PROTOTWIN-PET: A Deep Learning and GPU-Based Workflow for Dose Verification in Proton Therapy With PET

Abstract

In proton therapy (PT), accurate dose delivery verification is critical for detecting treatment plan deviations. This can be achieved by imaging activated positron emitters with a positron emission tomography (PET) acquisition and converting the data into a delivered dose image. This work presents PROTOTWIN-PET (PROTOn therapy digital TWIN models for dose verification with PET), a patient-specific, deep learning (DL) and GPU-based workflow for 3-D dose verification. The proposed workflow generates a dataset of simulated, realistic 3-D PET and dose pairs that reflect possible clinical deviations in patient positioning and physical parameters.

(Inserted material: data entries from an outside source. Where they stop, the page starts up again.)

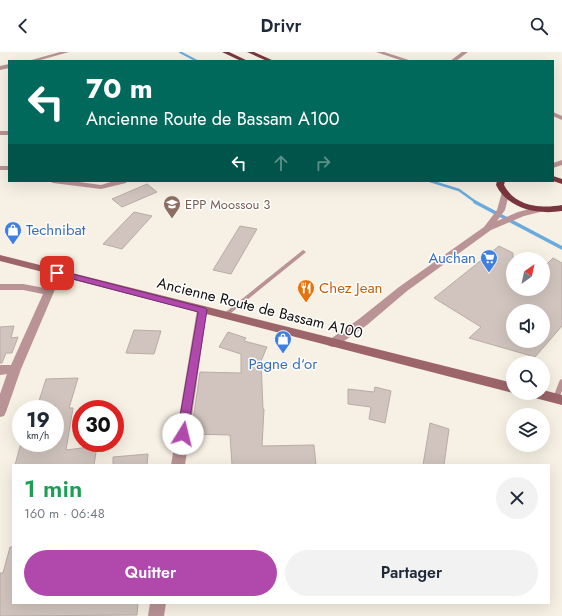 <!DOCTYPE html>
<html lang="fr">
<head>
<meta charset="utf-8">
<style>
	body { margin:0; font-family:Jost,sans-serif; background:#f2f2f3; color:#1f2937; height:100vh; display:flex; flex-direction:column; font-size:15px; white-space:nowrap }
	* { box-sizing:border-box; margin:0 }
	p { font-size:13px; color:#747a83 }
	.icon { flex:none; width:22px; height:22px; fill:none; stroke:currentColor; stroke-width:2; stroke-linecap:round; stroke-linejoin:round }
	.map { position:relative; flex:1; overflow:hidden }
	.details { position:absolute; left:12px; top:412px; width:538px; height:140px; display:flex; flex-direction:column; background:#fff; border-radius:0px; box-shadow:0 4px 16px #0002 }
	.details>* { flex:none }
	.guide { position:absolute; left:8px; top:8px; width:546px; height:122px; border-radius:0px; box-shadow:0 4px 16px #0002; background:#00695c; color:#fff; overflow:hidden }
	.needle { width:26px; rotate:33deg }
	.tools { position:absolute; left:506px; top:200px; display:grid; gap:8px }
	.tools a { display:grid; place-items:center; width:44px; height:44px; border-radius:50%; background:#fff; box-shadow:0 4px 16px #0002; font-size:20px }
	.speed { position:absolute; left:12px; top:348px; display:flex; gap:8px; font-size:20px; font-weight:700; text-align:center }
	.speed>* { display:grid; place-content:center; width:52px; height:52px; border-radius:50%; background:#fff; box-shadow:0 4px 16px #0002; line-height:1 }
	.speed small { font-size:10px; font-weight:400 }
	.speed .limit { border:6px solid #d22; background:#fff; color:#111 }
	.pin { position:absolute; display:grid; place-items:center; width:34px; height:34px; color:#fff; margin:-17px; border-radius:8px; box-shadow:0 2px 6px #0006 }
	.me { position:absolute; width:44px; margin:-22px; rotate:9deg; stroke-linejoin:round; filter:drop-shadow(0 0 3px #0008) }
	.turn { display:flex; align-items:center; gap:14px; height:84px; padding:0 12px; font-size:18px }
	.turn .icon { width:52px; height:52px; stroke-width:2.5 }
	.turn b { display:block; font-size:28px; line-height:34px }
	.lanes { display:flex; align-items:center; height:38px; padding:0 12px; background:#0003; justify-content:center; gap:20px; direction:ltr }
	.lanes .off { opacity:.35 }
	.round { display:grid; place-items:center; flex:none; width:42px; height:42px; border-radius:21px; background:#f2f2f3 }
	.headline { display:flex; align-items:center; justify-content:space-between; height:68px; padding:0 12px }
	h1 { font-size:24px; font-weight:600; line-height:30px; color:#1e9e55 }
	.primary-button { display:flex; gap:8px; margin-top:auto; padding:8px 12px }
	.primary-button a { flex:1; height:46px; border-radius:24px; background:#b149ad; color:#fff; font-size:16px; font-weight:600; line-height:46px; text-align:center }
	.primary-button a+a { background:#f2f2f3; color:#1f2937 }
	header { display:flex; justify-content:space-between; align-items:center; height:52px; padding:0 12px; background:#fff; font-size:18px; font-weight:600 }
	.map>svg:first-child { display:block }
</style>
</head>
<body>
<header><svg class="icon" aria-label="back" viewBox="0 0 24 24"><path d="M15 5l-7 7 7 7"/></svg>Drivr<svg class="icon" aria-label="search" viewBox="0 0 24 24"><circle cx="10" cy="10" r="6"/><path d="M15 15l6 6"/></svg></header>
<div class="map">
<svg width="562" height="564" viewBox="0 0 562 564">
	<rect width="100%" height="100%" fill="#f7f0e4"/>
	<g fill="none" stroke-linecap="round" stroke-linejoin="round">
		<!-- stream-far2 -->
		<path stroke="#69abdf" stroke-width="2" d="M180,0L197,9"/>
		<!-- stream-far1 -->
		<path stroke="#69abdf" stroke-width="2.5" d="M430,129L459,138L477,151"/>
		<!-- stream -->
		<path stroke="#69abdf" stroke-width="3.5" d="M475,150L562,196"/>
	</g>
	<!-- building -->
	<path fill="#d1c4be" stroke="#b9aca6" fill-rule="evenodd" d="M147,132L157,140L122,155L112,147Z
		M134,160L152,164L122,197L103,192Z
		M240,174L257,177L231,222L213,218Z
		M499,194L513,201V237H543V216L553,206L562,211V274L535,305L469,286L481,275L434,246ZM513,259H543V289H513Z
		M14,274L11,286L18,285L12,301H6L2,311H0V275Z
		M134,278L161,279L154,302L126,301Z
		M228,280L246,286L244,289L267,295L261,309L263,357H264L262,394L314,393L316,413H232L230,383L191,382L200,320L241,321V302L219,295Z
		M78,326L69,356H73L66,398L97,394L94,413H15L21,391H55V354L37,355L46,327Z
		M375,335L391,339L385,371L369,367L371,355L348,352V337L374,340Z
		M430,371L449,377L444,413H423Z
		M148,402L147,413H113V405Z
		M10,495H13V551H138L137,563L0,564V521H3Z"/>
	<g fill="none" stroke-linecap="round" stroke-linejoin="round">
		<!-- service -->
		<path fill="#b99395" fill-rule="evenodd" d="M303,198L306,200L305,201L226,265H222L221,264L222,263Z
			M562,327V339L558,348L556,349L554,348L553,346L559,330L560,328Z"/>
		<!-- minor -->
		<path fill="#b99395" fill-rule="evenodd" d="M60,0H69L37,9H28Z
			M376,0H384L412,9H403Z
			M462,0H468L456,9H450Z
			M9,12V16L0,18V14Z
			M553,60L562,64V68L553,64Z
			M0,79H9V83H0Z
			M562,108V113L553,116V111Z
			M0,114H9V118H0Z
			M49,129H72L101,133L114,129H127L126,131L101,137L53,131Z
			M57,218L62,221L21,317L6,360L4,364L0,365V342L7,322L0,323V313H11L43,242L23,238H0V232H23L45,236L54,219Z
			M202,254L206,255L207,258L185,413H171L197,258L198,255Z
			M150,551H166L164,564H148Z"/>
		<!-- tertiary -->
		<path fill="#b99395" fill-rule="evenodd" d="M502,140H508L509,142L505,158L497,169L518,160L541,154L545,157L544,159L524,164L491,178L407,239L367,273L337,294L333,295L329,294L327,291L329,288L359,267L399,235L484,175L497,158Z"/>
		<!-- secondary -->
		<path fill="#9b656a" fill-rule="evenodd" d="M0,203L513,331V341L0,209Z
			M543,338L562,343V353L531,345L529,341H543Z"/>
		<!-- trunk -->
		<path fill="#7a363f" fill-rule="evenodd" d="M222,0H229L248,9H241Z
			M247,0H254L274,9H267Z
			M553,124L562,127V132L553,129Z
			M497,129H505L504,133C515,154 540,157 562,153V159C537,163 508,157 496,133Z"/>
	</g>
	<!-- route -->
	<path fill="#b149ad" stroke="#732f70" d="M57,218L205,256L207,258L187,385L183,387L179,385L177,382L198,260L54,222L53,221Z"/>
	<!-- icons -->
	<defs>
		<g id="school-pin" transform="scale(0.9)"><path d="M0 17L-7.5 6A9.5 9.5 0 1 1 7.5 6Z" fill="#8d6e63" stroke="#fff"/><path d="M0-5L7-2L0 1L-7-2ZM-4 1L0 2.5L4 1V4Q0 6-4 4Z" fill="#fff"/></g>
		<g id="shop-pin" transform="scale(0.9)"><path d="M0 17L-7.5 6A9.5 9.5 0 1 1 7.5 6Z" fill="#3f7fe0" stroke="#fff"/><path d="M-5-2.5h2.3a2.7 3.5 0 0 1 5.4 0H5L5.5 6h-11ZM-1.5-2.5h3a1.5 2.3 0 0 0-3 0Z" fill="#fff"/></g>
		<g id="supermarket-pin" transform="scale(0.9)"><path d="M0 17L-7.5 6A9.5 9.5 0 1 1 7.5 6Z" fill="#3f7fe0" stroke="#fff"/><path d="M-6-5.5h2.5l.6 2H6L4.5 2H-2.5L-4.4-4H-6ZM-1.5 3.2a1.3 1.3 0 1 0 .1 0ZM3 3.2a1.3 1.3 0 1 0 .1 0Z" fill="#fff"/></g>
		<g id="restaurant-pin" transform="scale(0.9)"><path d="M0 17L-7.5 6A9.5 9.5 0 1 1 7.5 6Z" fill="#e8710a" stroke="#fff"/><path d="M-5-6h1v4h1v-4h1v4h1v-4h1v5L-1.5 .5V6h-2V.5L-5-1ZM5-6V6H3V1.5H1.5Q1.5-4 5-6Z" fill="#fff"/></g>
	</defs>
	<g fill-rule="evenodd">
		<use href="#school-pin" x="172" y="152"/>
		<use href="#shop-pin" x="13" y="178"/>
		<use href="#supermarket-pin" x="489" y="206"/>
		<use href="#restaurant-pin" x="306" y="236"/>
		<use href="#shop-pin" x="283" y="287"/>
	</g>
	<g text-anchor="middle" dominant-baseline="central" stroke-width="3" stroke-linejoin="round" paint-order="stroke">
		<!-- far-education labels -->
		<g font-size="13" fill="#785e54" stroke="#fff" text-anchor="start">
			<text x="185" y="152">EPP Moossou 3</text>
		</g>
		<!-- shop labels -->
		<g font-size="15" fill="#366cbe" stroke="#fff" text-anchor="start">
			<text x="26" y="178">Technibat</text>
			<text x="476" y="206" text-anchor="end">Auchan</text>
			<text x="283" y="312" text-anchor="middle">Pagne d‘or</text>
		</g>
		<!-- food labels -->
		<g font-size="15" fill="#c56008" stroke="#fff" text-anchor="start">
			<text x="319" y="236">Chez Jean</text>
		</g>
		<!-- street labels -->
		<g font-size="15" fill="#120f0c" stroke="#fff">
			<text transform="translate(260 256) rotate(14)">Ancienne Route de Bassam A100</text>
		</g>
	</g>
</svg>
<div class="tools">
<a><svg class="needle" viewBox="-14 -14 28 28"><path d="M0-13l5 13h-10z" fill="#e53935"/><path d="M0 13l5-13h-10z" fill="#747a83"/></svg></a>
<a><svg class="icon" aria-label="sound" viewBox="0 0 24 24"><path d="M4 9h4l5-4v14l-5-4H4zM17 9q2 3 0 6"/></svg></a>
<a><svg class="icon" aria-label="search" viewBox="0 0 24 24"><circle cx="10" cy="10" r="6"/><path d="M15 15l6 6"/></svg></a>
<a><svg class="icon" aria-label="layers" viewBox="0 0 24 24"><path d="M12 4l9 5-9 5-9-5zM3 14l9 5 9-5"/></svg></a>
</div>
<div class="speed"><div>19<small>km/h</small></div><div class="limit">30</div></div>
<div class="pin" style="left:57px;top:221px;background:#d93025"><svg class="icon" aria-label="arrive" viewBox="0 0 24 24"><path d="M6 21V4h12l-3 4 3 4H6"/></svg></div>
<svg class="me" style="left:183px;top:382px" viewBox="-20 -20 40 40"><circle r="19" fill="#fff"/><path d="M0-13L10 11 0 6-10 11z" fill="#b149ad"/></svg>
<div class="guide">
<div class="turn"><svg class="icon" aria-label="left" viewBox="0 0 24 24"><path d="M17 20v-9H6M10 6l-5 5 5 5"/></svg><div><b>70 m</b>Ancienne Route de Bassam A100</div></div>
<div class="lanes"><svg class="icon" aria-label="left" viewBox="0 0 24 24"><path d="M17 20v-9H6M10 6l-5 5 5 5"/></svg><svg class="icon off" aria-label="ahead" viewBox="0 0 24 24"><path d="M12 20V5M6 11l6-6 6 6"/></svg><svg class="icon off" aria-label="right" viewBox="0 0 24 24"><path d="M7 20v-9h11M14 6l5 5-5 5"/></svg></div>
</div>
<section class="details">
<div class="headline"><div><h1>1 min</h1><p>160 m · 06:48</p></div><a class="round"><svg class="icon" aria-label="close" viewBox="0 0 24 24"><path d="M6 6l12 12M18 6L6 18"/></svg></a></div>
<div class="primary-button"><a>Quitter</a><a>Partager</a></div>
</section>
</div>
</body>
</html>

Using this dataset, a DL model is trained to estimate the delivered dose from the PET image, incorporating a deviation-predicting branch (DPB) to estimate patient positioning deviations. PROTOTWIN-PET is demonstrated on a two-field oropharyngeal cancer treatment plan, estimating the delivered dose in milliseconds with an average mean relative error of 0.6% and near-perfect gamma passing rates (3 mm, 3%). Positioning deviations are estimated on average within a tenth of a millimeter and degree. PROTOTWIN-PET can be implemented within the one-day interval between the plan CT acquisition and the first treatment session, potentially enabling timely treatment plan adjustments and maximizing the precision of PT. PROTOTWIN-PET is available at github.com/pcabrales/prototwin-pet.git.